EXERCISE REQUIREMENTS: Take the lines below beginning at the line that has "context.lineJoin = 'round';" and stopping after the line that has "M775,2H844L842,6L857,12L847,34L774,4Z", and print them exactly as they are, with no other lines.

DATASET RECORDS:

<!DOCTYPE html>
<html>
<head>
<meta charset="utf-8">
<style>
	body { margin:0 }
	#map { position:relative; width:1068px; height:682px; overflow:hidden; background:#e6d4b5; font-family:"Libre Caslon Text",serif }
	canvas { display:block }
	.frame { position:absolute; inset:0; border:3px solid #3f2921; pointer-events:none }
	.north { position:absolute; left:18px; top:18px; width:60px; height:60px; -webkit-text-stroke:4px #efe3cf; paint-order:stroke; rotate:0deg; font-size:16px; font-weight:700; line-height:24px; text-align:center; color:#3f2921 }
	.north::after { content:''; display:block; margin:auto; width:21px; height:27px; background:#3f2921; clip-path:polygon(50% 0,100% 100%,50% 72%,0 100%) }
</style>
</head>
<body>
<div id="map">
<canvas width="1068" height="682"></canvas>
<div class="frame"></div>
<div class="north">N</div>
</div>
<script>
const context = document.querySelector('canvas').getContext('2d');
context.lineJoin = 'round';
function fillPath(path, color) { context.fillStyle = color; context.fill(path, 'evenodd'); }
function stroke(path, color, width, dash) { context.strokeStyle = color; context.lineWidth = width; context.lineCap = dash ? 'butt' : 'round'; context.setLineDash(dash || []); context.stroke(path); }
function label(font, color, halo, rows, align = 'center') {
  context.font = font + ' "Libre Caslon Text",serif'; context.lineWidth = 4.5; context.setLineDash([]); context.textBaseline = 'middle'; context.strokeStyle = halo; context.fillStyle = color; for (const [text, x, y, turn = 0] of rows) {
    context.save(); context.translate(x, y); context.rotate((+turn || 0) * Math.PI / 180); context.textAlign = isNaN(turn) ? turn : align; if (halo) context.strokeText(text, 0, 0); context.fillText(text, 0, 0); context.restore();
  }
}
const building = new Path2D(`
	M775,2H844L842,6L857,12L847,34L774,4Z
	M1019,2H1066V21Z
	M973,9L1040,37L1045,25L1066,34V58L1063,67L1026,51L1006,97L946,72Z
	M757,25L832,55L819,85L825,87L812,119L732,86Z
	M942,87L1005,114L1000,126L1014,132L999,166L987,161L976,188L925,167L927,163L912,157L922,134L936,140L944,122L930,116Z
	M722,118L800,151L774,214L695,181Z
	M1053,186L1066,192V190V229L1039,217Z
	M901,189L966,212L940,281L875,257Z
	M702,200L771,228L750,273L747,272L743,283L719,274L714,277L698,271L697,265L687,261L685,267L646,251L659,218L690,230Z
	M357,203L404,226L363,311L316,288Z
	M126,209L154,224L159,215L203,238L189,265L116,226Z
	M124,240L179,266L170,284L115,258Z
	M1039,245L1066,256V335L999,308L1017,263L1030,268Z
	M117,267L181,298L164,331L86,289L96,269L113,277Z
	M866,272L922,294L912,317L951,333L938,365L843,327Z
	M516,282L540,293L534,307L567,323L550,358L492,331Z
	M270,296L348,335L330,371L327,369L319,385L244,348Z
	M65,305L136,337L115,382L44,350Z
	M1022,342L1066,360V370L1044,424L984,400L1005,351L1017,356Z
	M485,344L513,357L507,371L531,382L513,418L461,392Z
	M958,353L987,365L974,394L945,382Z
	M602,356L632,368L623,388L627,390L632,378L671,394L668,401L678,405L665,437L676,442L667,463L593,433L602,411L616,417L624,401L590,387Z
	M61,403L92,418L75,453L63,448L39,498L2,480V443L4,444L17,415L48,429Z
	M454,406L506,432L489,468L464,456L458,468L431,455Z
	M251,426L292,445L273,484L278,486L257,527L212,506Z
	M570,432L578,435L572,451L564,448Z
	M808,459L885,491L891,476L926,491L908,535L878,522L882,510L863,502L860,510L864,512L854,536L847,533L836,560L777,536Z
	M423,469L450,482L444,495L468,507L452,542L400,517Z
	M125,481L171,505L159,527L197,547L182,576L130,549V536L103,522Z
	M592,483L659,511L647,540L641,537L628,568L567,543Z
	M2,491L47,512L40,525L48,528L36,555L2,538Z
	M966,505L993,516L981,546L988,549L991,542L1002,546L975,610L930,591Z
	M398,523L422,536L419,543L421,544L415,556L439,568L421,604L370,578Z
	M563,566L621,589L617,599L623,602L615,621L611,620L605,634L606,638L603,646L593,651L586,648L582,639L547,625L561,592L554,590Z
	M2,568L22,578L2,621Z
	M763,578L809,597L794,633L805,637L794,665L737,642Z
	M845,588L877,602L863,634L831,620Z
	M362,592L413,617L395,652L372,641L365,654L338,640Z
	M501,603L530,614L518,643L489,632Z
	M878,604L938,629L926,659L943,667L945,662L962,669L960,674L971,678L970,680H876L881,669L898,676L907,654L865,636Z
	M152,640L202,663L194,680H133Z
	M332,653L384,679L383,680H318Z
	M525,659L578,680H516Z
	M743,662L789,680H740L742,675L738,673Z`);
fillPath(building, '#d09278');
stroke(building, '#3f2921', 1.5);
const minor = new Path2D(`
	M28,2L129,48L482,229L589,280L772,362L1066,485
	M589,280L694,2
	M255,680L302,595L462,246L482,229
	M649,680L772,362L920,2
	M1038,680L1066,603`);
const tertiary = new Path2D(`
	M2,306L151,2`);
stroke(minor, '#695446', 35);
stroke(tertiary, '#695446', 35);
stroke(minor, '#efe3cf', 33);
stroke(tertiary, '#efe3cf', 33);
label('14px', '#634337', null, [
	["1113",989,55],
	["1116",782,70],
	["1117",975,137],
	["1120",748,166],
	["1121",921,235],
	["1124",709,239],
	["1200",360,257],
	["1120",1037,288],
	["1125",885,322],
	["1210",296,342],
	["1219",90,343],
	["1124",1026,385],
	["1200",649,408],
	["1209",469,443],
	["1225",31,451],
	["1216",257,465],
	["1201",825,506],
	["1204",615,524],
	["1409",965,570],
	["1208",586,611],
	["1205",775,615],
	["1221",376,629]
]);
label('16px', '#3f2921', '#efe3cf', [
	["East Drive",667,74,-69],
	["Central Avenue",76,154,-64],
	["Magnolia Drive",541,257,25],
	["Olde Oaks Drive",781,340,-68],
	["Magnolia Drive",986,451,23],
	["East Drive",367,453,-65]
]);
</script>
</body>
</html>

* * *

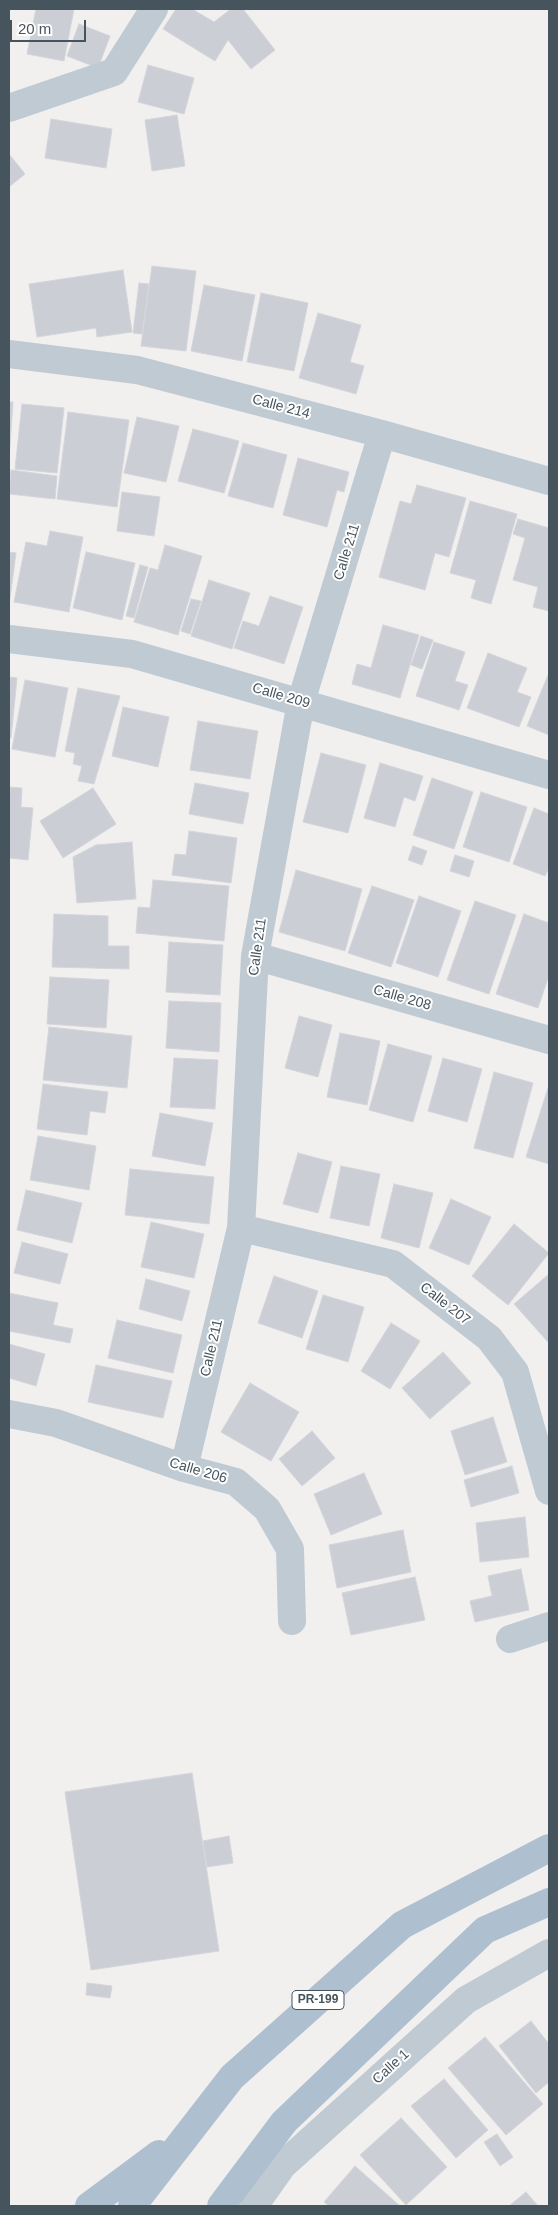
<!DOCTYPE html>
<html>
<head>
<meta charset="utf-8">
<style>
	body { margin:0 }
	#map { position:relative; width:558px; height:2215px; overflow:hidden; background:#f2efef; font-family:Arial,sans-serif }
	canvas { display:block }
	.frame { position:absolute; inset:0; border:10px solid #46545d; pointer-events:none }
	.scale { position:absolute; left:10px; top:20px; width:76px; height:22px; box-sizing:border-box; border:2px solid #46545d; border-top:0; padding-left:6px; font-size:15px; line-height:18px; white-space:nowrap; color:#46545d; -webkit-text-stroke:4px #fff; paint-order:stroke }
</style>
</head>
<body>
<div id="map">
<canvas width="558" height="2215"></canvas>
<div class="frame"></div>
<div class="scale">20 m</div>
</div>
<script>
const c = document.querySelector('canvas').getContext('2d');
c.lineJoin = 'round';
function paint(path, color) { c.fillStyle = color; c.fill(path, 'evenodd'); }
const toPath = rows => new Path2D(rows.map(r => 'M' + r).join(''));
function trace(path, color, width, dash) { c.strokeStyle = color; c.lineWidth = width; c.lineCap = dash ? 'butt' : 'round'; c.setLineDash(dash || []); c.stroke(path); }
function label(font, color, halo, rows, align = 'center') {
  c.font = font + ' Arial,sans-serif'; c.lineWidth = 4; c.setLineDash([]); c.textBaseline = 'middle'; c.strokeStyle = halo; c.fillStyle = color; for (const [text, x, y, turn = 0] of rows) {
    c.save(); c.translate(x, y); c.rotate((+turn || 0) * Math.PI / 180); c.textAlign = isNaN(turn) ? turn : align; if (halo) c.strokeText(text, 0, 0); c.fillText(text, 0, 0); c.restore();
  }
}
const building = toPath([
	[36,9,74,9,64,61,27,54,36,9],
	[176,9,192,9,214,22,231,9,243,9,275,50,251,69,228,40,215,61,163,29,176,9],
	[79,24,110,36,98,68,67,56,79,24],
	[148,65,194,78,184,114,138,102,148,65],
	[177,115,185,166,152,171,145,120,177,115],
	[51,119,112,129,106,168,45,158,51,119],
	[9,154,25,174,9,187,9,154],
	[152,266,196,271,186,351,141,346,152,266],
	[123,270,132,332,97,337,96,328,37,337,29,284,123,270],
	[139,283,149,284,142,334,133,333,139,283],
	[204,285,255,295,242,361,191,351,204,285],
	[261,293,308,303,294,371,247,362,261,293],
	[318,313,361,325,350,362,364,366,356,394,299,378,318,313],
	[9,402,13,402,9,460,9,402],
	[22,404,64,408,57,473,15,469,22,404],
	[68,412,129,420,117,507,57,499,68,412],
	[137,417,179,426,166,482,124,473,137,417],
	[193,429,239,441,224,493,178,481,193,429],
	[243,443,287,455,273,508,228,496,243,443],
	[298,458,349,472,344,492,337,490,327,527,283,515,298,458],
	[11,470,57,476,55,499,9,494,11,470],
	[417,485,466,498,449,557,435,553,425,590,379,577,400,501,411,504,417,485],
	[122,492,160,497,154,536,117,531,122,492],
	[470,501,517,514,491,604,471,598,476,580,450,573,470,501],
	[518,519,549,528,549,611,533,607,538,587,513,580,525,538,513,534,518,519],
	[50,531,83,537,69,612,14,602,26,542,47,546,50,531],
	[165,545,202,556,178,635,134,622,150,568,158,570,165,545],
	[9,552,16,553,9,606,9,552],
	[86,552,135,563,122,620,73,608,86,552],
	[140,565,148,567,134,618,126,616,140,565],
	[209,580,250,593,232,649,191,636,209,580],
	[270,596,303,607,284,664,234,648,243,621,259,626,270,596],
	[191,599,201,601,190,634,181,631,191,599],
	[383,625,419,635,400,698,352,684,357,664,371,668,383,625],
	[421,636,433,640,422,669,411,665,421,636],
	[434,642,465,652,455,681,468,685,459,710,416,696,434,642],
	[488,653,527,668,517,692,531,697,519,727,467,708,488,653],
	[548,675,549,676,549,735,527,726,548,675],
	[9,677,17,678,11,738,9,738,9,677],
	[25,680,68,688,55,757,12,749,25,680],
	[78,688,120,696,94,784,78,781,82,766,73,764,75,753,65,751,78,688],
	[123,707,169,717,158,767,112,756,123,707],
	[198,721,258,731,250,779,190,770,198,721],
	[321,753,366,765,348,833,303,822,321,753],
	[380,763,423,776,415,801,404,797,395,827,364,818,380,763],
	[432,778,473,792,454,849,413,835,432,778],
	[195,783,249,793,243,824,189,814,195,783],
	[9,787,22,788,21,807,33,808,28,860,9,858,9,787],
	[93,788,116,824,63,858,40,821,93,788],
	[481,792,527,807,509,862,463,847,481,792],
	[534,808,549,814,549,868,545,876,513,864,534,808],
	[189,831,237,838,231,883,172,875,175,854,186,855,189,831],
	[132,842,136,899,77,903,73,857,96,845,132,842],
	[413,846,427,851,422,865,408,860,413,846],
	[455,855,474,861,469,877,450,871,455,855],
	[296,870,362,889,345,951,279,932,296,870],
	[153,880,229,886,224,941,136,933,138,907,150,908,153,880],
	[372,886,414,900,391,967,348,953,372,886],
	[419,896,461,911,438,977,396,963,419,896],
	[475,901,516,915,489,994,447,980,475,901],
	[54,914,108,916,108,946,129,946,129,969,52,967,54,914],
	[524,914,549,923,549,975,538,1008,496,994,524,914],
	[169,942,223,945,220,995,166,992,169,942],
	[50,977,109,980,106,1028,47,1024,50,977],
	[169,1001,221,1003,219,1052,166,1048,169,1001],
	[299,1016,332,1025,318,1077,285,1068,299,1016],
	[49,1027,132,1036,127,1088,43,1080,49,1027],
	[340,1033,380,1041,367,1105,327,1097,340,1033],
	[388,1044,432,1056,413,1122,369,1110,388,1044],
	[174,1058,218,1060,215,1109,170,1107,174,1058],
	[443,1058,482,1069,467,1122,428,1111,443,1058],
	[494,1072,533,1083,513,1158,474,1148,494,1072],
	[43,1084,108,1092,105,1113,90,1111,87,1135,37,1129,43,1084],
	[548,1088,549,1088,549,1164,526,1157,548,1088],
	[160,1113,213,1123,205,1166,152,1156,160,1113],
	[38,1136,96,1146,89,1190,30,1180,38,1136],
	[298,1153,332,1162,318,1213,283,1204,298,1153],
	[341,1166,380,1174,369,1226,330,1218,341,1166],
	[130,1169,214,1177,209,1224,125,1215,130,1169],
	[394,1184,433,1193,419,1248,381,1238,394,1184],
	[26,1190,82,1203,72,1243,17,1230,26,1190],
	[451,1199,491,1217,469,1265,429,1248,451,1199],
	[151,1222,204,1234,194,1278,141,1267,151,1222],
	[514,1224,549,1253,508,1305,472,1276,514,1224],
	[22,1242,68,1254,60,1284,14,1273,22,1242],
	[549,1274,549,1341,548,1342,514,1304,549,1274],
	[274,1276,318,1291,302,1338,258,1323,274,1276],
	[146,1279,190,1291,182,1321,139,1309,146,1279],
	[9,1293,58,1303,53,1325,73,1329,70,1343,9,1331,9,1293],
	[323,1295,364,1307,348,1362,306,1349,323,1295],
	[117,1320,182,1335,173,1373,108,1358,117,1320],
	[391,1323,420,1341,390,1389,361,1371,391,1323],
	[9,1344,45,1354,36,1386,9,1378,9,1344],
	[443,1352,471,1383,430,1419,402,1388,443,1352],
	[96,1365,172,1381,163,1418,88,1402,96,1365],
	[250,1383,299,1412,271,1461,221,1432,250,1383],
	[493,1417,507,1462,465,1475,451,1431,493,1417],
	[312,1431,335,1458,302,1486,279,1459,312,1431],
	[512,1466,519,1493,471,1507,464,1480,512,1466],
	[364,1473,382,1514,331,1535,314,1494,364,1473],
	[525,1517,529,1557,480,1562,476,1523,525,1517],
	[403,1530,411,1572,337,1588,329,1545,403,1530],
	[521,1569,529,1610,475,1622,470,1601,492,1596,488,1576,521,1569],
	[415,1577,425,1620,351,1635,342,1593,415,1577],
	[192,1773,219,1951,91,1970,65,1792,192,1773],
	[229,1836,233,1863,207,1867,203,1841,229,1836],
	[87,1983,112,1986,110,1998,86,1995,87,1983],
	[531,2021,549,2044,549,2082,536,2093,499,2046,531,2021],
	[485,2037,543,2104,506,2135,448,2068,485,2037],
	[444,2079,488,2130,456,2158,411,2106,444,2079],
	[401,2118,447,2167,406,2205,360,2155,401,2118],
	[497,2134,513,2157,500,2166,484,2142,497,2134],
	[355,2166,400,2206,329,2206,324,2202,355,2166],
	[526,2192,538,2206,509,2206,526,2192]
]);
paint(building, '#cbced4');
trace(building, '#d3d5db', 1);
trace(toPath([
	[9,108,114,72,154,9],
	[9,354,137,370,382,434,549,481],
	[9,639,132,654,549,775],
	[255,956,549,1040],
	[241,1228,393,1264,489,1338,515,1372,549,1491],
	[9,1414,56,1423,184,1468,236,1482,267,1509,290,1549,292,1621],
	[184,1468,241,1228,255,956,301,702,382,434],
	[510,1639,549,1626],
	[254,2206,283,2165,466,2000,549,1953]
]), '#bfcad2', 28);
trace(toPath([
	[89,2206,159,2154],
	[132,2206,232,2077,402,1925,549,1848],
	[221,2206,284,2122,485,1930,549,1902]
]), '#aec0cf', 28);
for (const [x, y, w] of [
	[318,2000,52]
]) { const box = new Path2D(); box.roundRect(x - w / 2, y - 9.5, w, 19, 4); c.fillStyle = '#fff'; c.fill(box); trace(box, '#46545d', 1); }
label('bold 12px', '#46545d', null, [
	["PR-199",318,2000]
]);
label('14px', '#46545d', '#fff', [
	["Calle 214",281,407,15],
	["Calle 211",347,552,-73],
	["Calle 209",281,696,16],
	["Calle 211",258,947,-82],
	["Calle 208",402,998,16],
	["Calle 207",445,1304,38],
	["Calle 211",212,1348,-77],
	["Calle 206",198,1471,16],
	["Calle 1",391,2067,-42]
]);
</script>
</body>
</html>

ANSWER TO THIS EXERCISE:
context.lineJoin = 'round';
function fillPath(path, color) { context.fillStyle = color; context.fill(path, 'evenodd'); }
function stroke(path, color, width, dash) { context.strokeStyle = color; context.lineWidth = width; context.lineCap = dash ? 'butt' : 'round'; context.setLineDash(dash || []); context.stroke(path); }
function label(font, color, halo, rows, align = 'center') {
  context.font = font + ' "Libre Caslon Text",serif'; context.lineWidth = 4.5; context.setLineDash([]); context.textBaseline = 'middle'; context.strokeStyle = halo; context.fillStyle = color; for (const [text, x, y, turn = 0] of rows) {
    context.save(); context.translate(x, y); context.rotate((+turn || 0) * Math.PI / 180); context.textAlign = isNaN(turn) ? turn : align; if (halo) context.strokeText(text, 0, 0); context.fillText(text, 0, 0); context.restore();
  }
}
const building = new Path2D(`
	M775,2H844L842,6L857,12L847,34L774,4Z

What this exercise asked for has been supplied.